Your assignment —
What is the count of lines in the records that include "LAIGNÉ"? Reply with that number alone.

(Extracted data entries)

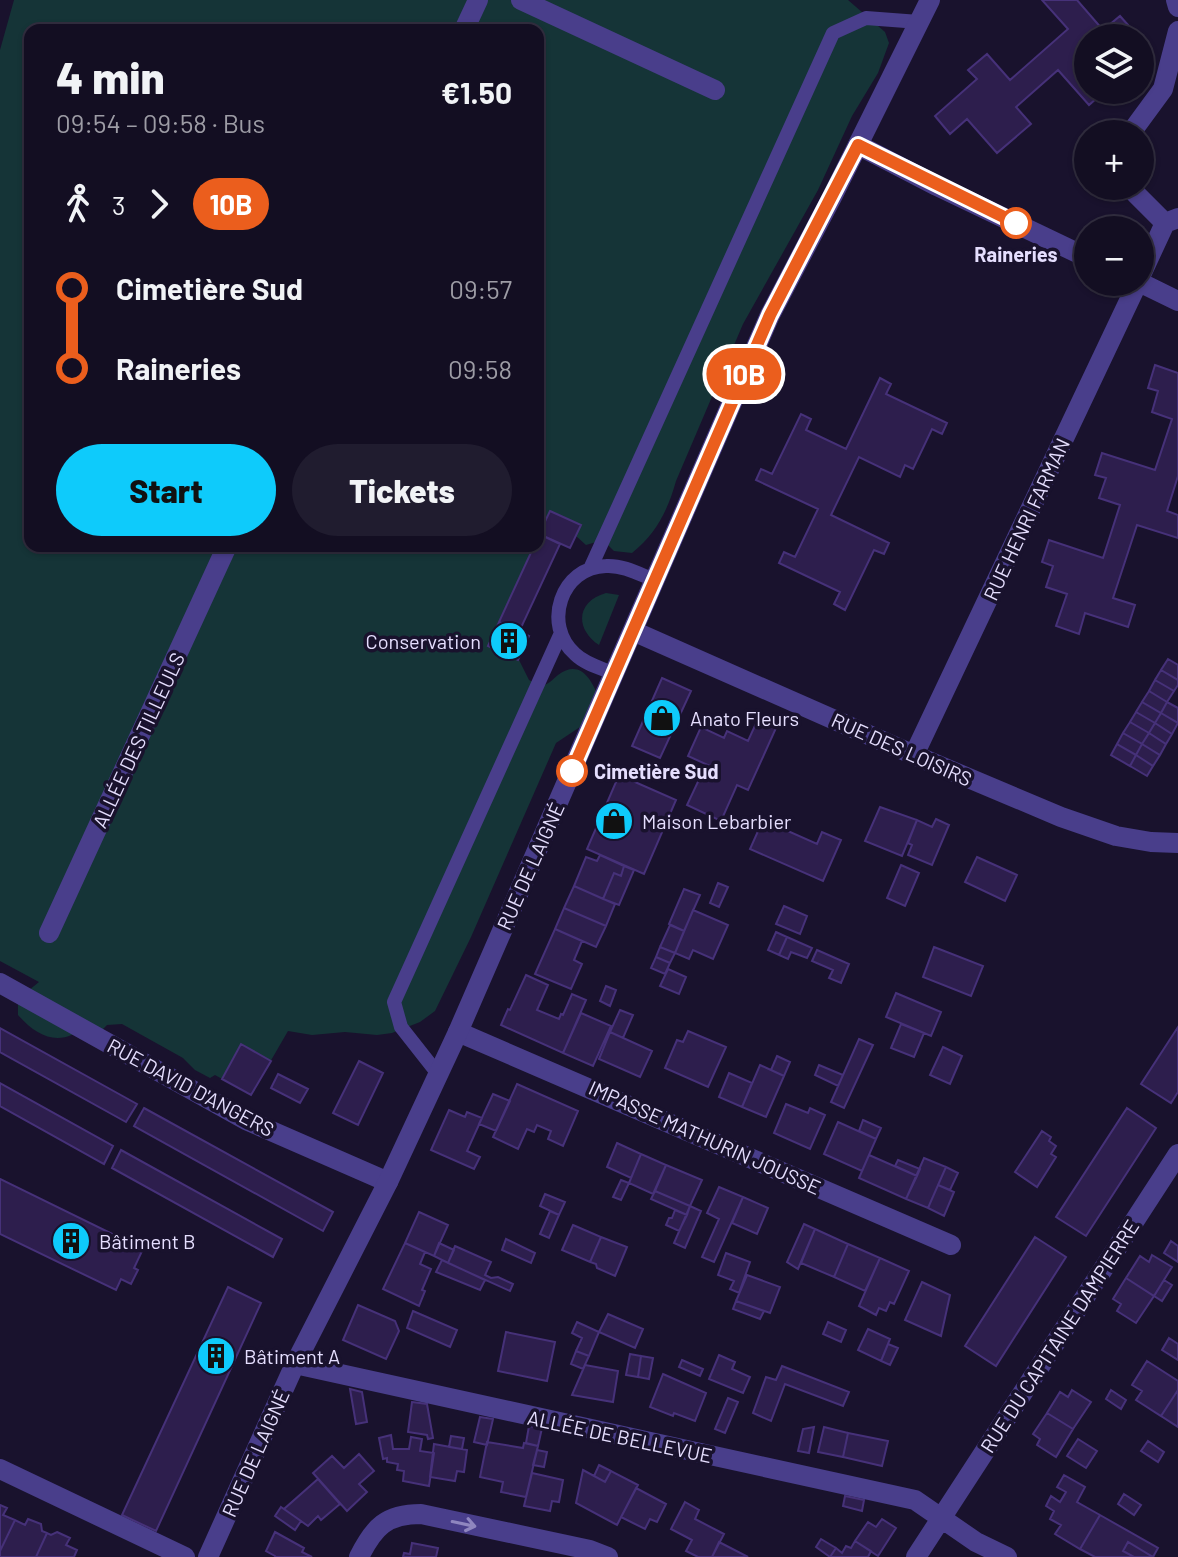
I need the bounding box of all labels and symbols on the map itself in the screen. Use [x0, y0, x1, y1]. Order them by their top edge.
marker: Raineries [1001, 208, 1031, 238]
place label: Raineries [974, 242, 1058, 266]
line badge: 10B [698, 348, 790, 400]
street label: RUE HENRI FARMAN [978, 434, 1074, 604]
building icon: Conservation [488, 620, 530, 662]
place label: Conservation [366, 629, 481, 653]
street label: ALLÉE DES TILLEULS [87, 649, 189, 831]
shop icon: Anato Fleurs [641, 697, 683, 739]
place label: Anato Fleurs [690, 706, 799, 730]
street label: RUE DES LOISIRS [828, 707, 976, 791]
marker: Cimetière Sud [557, 756, 587, 786]
place label: Cimetière Sud [594, 759, 719, 783]
street label: RUE DE LAIGNÉ [491, 799, 569, 933]
shop icon: Maison Lebarbier [593, 800, 635, 842]
place label: Maison Lebarbier [642, 809, 791, 833]
street label: RUE DAVID D'ANGERS [103, 1033, 279, 1141]
street label: IMPASSE MATHURIN JOUSSE [585, 1075, 825, 1199]
street label: RUE DU CAPITAINE DAMPIERRE [975, 1215, 1143, 1457]
building icon: Bâtiment B [50, 1220, 92, 1262]
place label: Bâtiment B [99, 1229, 196, 1253]
building icon: Bâtiment A [195, 1335, 237, 1377]
place label: Bâtiment A [244, 1344, 340, 1368]
street label: RUE DE LAIGNÉ [216, 1386, 294, 1520]
street label: ALLÉE DE BELLEVUE [526, 1405, 714, 1467]
one-way arrow [451, 1517, 476, 1532]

Task answer —
2